- [Exercise brief] For each line below, check for "Bluestone"; give only the total of lines where it occurs.

Start of Provided information

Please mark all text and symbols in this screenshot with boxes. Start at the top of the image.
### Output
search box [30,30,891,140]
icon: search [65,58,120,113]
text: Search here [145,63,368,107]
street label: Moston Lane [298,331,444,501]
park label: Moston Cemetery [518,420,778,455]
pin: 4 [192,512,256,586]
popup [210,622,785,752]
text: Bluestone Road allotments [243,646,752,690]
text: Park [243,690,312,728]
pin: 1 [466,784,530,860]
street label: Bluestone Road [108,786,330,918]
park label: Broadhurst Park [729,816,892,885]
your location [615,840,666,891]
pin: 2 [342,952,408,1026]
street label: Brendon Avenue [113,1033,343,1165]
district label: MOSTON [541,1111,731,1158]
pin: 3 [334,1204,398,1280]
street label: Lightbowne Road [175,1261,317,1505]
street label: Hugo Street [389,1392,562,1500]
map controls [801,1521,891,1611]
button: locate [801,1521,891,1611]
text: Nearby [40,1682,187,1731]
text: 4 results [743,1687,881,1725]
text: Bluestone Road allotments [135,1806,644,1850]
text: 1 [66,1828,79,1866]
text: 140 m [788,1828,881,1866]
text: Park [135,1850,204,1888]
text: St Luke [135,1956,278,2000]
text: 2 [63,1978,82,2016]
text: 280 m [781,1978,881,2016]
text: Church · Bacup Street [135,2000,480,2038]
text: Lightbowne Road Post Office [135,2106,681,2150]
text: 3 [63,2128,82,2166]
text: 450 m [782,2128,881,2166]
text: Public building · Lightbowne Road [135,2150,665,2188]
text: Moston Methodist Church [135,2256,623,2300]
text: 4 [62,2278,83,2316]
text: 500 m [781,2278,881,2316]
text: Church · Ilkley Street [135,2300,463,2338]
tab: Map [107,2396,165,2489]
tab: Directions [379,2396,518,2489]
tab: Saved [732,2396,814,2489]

End of Provided information

- [Answer for this exercise] 3